Monday, April 1, 2013

Food Allergies--Nothing to "sneeze" at!

I am SO proud of my daughter--she has been accepted to the University of Florida! I'm now MomofaGator ;) Even though she didn't get into the honors program at UF (only 30% of applicants were accepted--and she can reapply), I am *so* proud of the following essay she submitted. 

We discovered her brother had anaphylactic food allergies when he was 3 and she was 10. Over the years, she not only learned how to use an epipen, she took first aid/CPR classes, learned how to decipher ingredient labels (food, medicine, creams, etc), how to advocate for him at a restaurant if we were not there, and adapt recipes at home for him.

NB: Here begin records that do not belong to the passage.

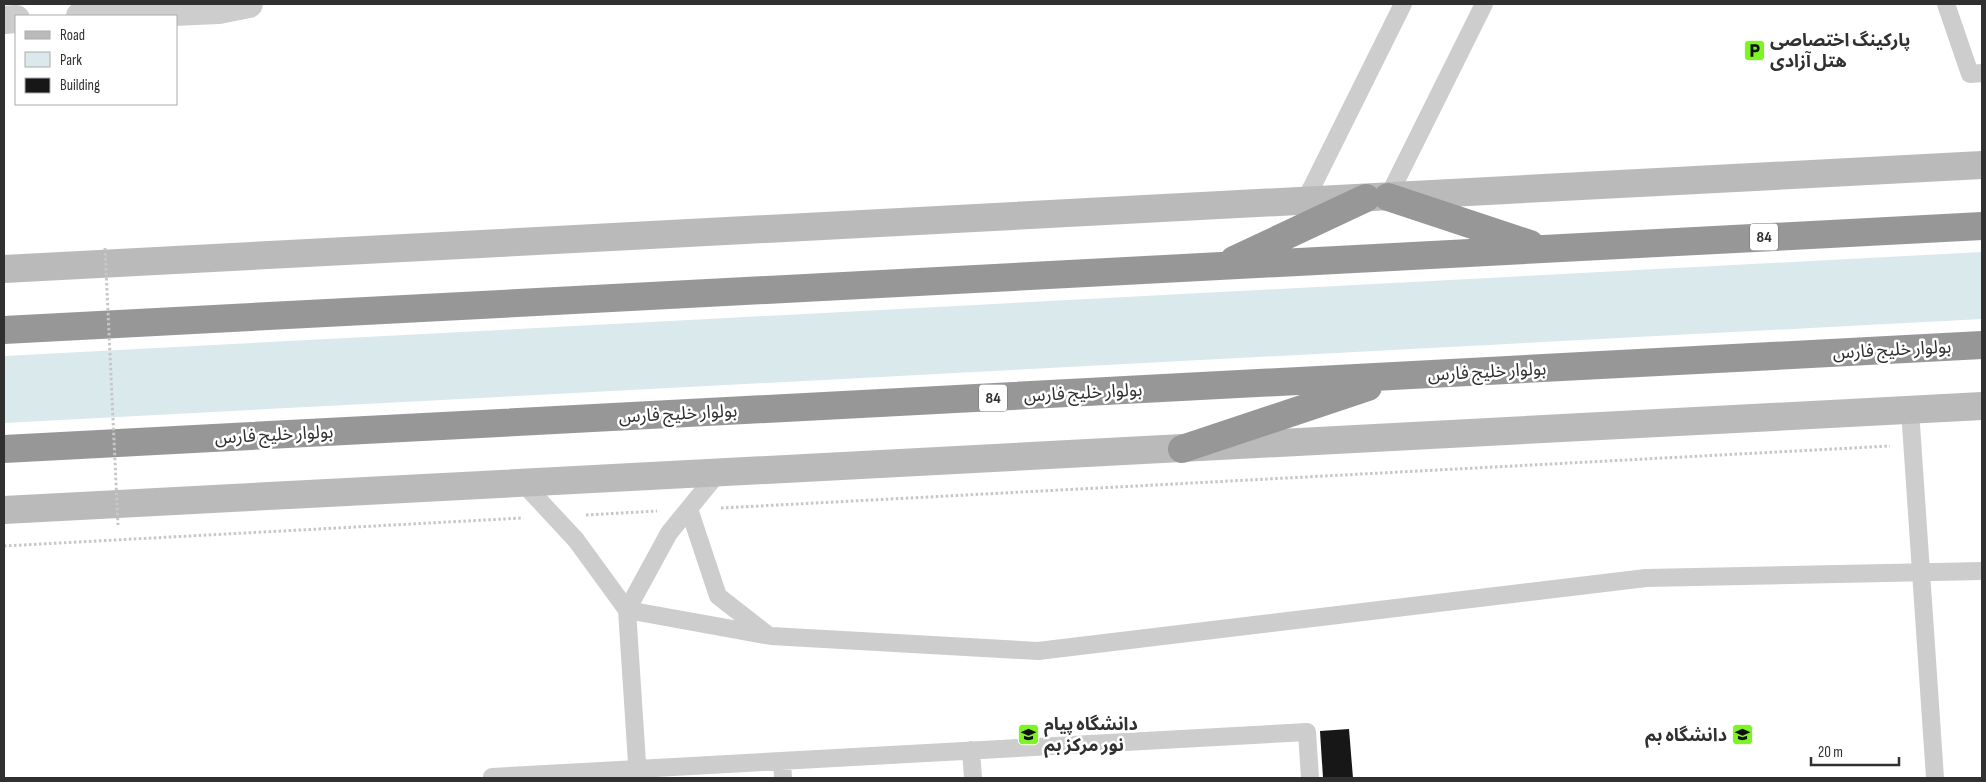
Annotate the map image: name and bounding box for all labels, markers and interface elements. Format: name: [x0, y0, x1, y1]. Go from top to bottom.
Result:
legend: [15, 15, 178, 105]
text: Road: [60, 26, 85, 45]
place label: پارکینگ اختصاصی هتل آزادی: [1770, 30, 1911, 72]
parking icon: پارکینگ اختصاصی هتل آزادی: [1742, 38, 1766, 62]
text: Park: [60, 51, 82, 70]
text: Building: [60, 76, 100, 95]
road number: 84: [1750, 223, 1778, 250]
street label: بولوار خلیج فارس: [1832, 336, 1952, 366]
street label: بولوار خلیج فارس: [1427, 358, 1547, 388]
street label: بولوار خلیج فارس: [1023, 379, 1143, 409]
road number: 84: [979, 384, 1007, 412]
street label: بولوار خلیج فارس: [618, 400, 738, 430]
street label: بولوار خلیج فارس: [214, 421, 334, 451]
place label: دانشگاه پیام نور مرکز بم: [1044, 714, 1138, 758]
school or university icon: دانشگاه پیام نور مرکز بم: [1016, 722, 1040, 746]
school or university icon: دانشگاه بم: [1731, 723, 1755, 747]
place label: دانشگاه بم: [1645, 725, 1727, 748]
scale bar: [1811, 734, 1898, 766]
text: 20 m: [1818, 743, 1843, 762]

In IB, she has to do a 2 year project--originally she wanted to do one on food allergy awareness and cooking education--how to make safe recipes, adapt recipes, avoid cross-contamination, etc. It was just *too* huge and the liability was too great.

So she forwarded her essay to me--usually she has me (the English major) proof and give feedback. But she submitted this as is. It made both me and her brother cry. For those of you worried about the teen years....for those of you with food allergic children--know that there are good teens and advocates for your kids out there.
Her essay:

The prompt was, if you could start a local business or
charity what would you do and whom would it benefit? describe your startup
process. (300 word limit) 

 I would open a restaurant oriented towards people with
food allergies and I would offer a variety of vegetarian and vegan foods as
well as foods free of common allergens such as milk, gluten, shellfish, and
nuts. This idea is inspired by my brother who has severe food allergies, and
each time we go to a restaurant my parents have to ask a lot of questions and
work hard to make sure my brother doesn’t ingest something that could kill him.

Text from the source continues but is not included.